INFORMATION GIVEN:
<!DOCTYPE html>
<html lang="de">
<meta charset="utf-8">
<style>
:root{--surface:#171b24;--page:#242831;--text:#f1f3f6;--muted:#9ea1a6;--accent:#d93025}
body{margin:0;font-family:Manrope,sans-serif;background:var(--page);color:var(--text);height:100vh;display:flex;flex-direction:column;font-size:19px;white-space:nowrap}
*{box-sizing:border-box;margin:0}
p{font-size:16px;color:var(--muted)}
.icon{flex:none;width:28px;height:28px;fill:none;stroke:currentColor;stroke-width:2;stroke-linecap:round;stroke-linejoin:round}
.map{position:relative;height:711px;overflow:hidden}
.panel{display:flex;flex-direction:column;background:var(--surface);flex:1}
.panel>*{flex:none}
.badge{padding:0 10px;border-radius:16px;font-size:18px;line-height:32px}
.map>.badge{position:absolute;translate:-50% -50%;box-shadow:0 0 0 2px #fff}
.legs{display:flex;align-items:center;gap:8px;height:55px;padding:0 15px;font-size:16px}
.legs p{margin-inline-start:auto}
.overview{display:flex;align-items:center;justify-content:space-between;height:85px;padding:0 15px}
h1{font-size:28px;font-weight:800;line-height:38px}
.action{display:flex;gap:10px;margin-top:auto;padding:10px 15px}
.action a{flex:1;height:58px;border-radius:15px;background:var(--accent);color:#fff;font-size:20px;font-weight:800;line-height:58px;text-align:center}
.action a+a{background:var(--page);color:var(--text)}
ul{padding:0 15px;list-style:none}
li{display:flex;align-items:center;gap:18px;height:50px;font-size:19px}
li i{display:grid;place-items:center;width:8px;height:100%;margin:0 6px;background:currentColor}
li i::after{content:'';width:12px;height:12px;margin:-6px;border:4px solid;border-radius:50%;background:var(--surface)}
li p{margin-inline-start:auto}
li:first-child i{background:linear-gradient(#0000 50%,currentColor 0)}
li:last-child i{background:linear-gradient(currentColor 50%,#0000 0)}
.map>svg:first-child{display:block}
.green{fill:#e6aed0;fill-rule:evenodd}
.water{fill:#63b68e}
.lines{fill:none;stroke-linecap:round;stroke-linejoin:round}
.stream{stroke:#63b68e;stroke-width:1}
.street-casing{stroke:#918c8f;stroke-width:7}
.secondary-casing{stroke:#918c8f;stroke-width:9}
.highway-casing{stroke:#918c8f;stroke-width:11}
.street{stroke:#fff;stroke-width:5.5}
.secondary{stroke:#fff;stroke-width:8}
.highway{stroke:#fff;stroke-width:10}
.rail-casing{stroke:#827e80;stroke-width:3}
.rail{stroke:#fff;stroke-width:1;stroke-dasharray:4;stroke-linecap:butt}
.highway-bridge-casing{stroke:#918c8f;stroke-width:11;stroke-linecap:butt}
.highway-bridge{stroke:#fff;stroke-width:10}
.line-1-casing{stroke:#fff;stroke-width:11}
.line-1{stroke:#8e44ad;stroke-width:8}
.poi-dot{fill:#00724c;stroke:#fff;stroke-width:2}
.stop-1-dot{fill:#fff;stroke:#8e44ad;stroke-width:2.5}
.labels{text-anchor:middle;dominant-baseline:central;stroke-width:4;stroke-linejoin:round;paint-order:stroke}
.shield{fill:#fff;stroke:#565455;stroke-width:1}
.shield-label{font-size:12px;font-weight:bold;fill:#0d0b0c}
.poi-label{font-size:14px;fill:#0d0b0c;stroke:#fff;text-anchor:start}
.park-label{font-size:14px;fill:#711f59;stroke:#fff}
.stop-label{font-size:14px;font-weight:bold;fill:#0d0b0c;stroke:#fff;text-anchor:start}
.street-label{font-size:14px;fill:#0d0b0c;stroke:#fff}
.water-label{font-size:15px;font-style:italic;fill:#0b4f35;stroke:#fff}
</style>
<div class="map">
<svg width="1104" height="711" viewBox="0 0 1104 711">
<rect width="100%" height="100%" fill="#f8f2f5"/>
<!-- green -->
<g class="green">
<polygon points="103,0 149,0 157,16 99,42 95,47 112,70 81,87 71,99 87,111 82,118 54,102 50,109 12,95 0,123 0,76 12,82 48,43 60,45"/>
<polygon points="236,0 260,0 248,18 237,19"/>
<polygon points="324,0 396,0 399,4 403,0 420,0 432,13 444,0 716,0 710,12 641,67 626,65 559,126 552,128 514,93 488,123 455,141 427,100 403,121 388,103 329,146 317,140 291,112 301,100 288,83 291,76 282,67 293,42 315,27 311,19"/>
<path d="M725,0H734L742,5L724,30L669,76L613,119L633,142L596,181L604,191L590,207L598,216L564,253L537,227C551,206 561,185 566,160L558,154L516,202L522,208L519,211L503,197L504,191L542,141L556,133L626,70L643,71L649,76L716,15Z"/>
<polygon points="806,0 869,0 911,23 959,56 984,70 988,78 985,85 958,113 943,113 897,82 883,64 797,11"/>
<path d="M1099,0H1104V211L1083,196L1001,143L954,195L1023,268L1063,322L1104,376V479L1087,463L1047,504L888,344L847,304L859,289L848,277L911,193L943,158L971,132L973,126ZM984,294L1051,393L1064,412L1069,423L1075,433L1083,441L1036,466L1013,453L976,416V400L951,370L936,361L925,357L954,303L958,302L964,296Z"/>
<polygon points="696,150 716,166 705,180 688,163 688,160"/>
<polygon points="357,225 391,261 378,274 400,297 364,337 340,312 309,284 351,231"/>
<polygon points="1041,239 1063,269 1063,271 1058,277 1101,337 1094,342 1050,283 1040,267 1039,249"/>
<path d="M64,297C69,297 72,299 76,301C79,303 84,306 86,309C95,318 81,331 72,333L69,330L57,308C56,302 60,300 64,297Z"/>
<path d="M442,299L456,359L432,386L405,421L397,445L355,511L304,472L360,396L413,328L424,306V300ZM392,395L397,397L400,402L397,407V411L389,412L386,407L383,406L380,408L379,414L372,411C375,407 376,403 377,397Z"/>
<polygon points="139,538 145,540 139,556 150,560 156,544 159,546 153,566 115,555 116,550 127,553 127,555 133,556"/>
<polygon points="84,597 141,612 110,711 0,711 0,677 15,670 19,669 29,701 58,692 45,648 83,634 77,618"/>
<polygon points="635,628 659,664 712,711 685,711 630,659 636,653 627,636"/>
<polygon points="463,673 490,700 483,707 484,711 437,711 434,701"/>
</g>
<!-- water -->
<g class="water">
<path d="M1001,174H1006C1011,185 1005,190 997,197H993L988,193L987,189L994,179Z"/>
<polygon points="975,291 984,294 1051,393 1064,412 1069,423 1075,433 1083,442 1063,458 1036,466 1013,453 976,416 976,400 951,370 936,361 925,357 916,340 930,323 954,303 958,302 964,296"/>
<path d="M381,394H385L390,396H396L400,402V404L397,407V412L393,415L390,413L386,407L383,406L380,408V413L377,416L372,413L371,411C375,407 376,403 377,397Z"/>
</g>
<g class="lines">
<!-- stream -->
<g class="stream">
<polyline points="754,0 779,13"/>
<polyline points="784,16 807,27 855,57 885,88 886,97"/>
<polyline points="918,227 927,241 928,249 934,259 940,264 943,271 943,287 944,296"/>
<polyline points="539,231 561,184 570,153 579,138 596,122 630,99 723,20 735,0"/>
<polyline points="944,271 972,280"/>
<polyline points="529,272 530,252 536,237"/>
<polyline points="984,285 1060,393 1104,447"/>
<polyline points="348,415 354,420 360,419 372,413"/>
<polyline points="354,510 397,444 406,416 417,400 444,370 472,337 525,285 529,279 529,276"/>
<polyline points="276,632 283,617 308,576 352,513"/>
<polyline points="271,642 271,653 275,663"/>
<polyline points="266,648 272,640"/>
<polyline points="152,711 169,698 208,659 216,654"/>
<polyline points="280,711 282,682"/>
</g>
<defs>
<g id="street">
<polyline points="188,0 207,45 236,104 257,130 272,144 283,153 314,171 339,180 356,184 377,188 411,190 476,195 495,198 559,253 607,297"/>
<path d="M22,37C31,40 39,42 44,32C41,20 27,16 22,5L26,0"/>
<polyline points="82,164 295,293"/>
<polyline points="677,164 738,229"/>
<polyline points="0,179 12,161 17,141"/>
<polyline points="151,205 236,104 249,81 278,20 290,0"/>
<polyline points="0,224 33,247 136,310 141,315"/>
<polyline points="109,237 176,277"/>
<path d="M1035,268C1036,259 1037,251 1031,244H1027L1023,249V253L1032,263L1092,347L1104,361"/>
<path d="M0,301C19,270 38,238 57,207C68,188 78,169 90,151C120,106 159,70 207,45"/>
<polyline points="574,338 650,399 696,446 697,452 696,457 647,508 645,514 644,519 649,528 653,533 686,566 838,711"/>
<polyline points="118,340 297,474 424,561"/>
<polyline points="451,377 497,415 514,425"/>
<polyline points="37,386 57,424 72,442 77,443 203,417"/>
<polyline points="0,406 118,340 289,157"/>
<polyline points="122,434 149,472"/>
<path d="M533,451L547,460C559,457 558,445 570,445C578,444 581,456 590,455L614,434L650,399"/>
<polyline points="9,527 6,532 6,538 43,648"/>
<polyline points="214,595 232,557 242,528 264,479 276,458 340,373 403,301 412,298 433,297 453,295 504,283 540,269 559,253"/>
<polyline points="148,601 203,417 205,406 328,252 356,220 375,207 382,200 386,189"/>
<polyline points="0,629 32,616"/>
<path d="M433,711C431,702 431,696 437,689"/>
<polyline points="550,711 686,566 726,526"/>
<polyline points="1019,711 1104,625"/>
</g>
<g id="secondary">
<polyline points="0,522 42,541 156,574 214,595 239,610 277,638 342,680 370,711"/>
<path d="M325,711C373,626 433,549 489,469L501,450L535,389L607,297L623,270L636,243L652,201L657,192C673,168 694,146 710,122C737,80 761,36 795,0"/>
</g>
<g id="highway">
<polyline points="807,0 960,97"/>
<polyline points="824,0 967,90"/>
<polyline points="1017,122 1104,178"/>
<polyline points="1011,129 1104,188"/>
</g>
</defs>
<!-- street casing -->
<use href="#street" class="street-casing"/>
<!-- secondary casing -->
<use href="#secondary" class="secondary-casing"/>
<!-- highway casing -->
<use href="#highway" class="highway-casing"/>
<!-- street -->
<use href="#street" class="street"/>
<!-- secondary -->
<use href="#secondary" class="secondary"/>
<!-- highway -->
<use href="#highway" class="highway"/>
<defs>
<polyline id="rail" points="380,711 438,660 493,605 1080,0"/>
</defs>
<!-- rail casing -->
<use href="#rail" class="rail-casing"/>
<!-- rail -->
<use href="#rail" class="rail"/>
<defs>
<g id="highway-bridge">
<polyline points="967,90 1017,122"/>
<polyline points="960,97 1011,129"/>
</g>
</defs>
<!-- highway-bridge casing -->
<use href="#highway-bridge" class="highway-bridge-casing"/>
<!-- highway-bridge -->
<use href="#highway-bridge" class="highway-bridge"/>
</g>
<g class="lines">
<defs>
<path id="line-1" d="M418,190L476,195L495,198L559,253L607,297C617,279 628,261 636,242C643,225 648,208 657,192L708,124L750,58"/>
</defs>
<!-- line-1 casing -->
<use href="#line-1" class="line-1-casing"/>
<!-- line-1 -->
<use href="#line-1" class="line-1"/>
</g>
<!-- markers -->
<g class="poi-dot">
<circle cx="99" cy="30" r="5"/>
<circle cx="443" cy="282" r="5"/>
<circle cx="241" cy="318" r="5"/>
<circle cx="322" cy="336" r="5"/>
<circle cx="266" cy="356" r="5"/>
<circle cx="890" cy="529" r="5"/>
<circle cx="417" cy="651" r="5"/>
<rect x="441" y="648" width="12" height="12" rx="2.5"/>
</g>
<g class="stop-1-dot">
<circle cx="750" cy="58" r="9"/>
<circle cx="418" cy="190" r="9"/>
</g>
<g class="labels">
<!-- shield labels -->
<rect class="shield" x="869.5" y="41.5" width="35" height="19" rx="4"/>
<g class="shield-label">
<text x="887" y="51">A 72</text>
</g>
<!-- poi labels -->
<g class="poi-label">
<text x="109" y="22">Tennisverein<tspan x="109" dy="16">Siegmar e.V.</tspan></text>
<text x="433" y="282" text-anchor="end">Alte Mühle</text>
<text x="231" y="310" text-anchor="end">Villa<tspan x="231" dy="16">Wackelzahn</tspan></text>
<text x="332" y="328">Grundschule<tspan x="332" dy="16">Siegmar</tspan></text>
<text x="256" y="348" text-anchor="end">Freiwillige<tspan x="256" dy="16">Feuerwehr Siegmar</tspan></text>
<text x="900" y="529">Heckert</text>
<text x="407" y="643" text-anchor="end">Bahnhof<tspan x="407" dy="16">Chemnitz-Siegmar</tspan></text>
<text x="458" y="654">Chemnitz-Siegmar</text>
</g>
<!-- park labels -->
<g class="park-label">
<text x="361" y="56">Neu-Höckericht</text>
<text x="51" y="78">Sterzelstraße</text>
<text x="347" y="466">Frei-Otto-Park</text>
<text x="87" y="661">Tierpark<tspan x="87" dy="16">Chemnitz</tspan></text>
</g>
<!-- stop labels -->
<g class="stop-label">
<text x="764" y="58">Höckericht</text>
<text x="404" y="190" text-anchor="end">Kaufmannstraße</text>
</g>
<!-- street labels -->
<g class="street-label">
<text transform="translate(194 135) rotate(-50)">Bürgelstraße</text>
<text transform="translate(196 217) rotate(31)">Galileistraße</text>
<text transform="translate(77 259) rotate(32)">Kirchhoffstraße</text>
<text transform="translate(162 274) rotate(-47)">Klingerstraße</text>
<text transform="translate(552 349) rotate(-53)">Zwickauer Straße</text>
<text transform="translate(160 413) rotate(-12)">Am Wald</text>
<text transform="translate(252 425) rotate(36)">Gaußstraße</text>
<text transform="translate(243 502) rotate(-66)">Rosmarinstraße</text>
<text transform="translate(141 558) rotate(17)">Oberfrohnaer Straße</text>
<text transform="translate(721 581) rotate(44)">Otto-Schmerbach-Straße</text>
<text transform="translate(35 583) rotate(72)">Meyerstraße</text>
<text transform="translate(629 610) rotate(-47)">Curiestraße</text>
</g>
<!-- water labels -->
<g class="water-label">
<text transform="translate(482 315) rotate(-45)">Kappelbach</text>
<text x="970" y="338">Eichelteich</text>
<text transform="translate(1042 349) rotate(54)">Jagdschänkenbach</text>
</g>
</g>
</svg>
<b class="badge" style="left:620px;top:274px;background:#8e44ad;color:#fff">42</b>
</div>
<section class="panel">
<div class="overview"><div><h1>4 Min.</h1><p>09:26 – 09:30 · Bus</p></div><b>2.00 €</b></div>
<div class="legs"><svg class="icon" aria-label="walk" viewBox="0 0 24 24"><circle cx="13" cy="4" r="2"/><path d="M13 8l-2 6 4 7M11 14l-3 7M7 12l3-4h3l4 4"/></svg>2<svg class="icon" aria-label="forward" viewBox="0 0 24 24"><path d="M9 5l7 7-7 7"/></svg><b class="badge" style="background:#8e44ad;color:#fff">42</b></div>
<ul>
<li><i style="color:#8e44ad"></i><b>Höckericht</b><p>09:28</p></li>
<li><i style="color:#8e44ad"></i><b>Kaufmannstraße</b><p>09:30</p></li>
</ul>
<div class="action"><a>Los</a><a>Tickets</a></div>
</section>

PROBLEM DESCRIPTION: Copy out, in full, each line above that has the word "direction" in it.

OUTPUT BELOW:
body{margin:0;font-family:Manrope,sans-serif;background:var(--page);color:var(--text);height:100vh;display:flex;flex-direction:column;font-size:19px;white-space:nowrap}
.panel{display:flex;flex-direction:column;background:var(--surface);flex:1}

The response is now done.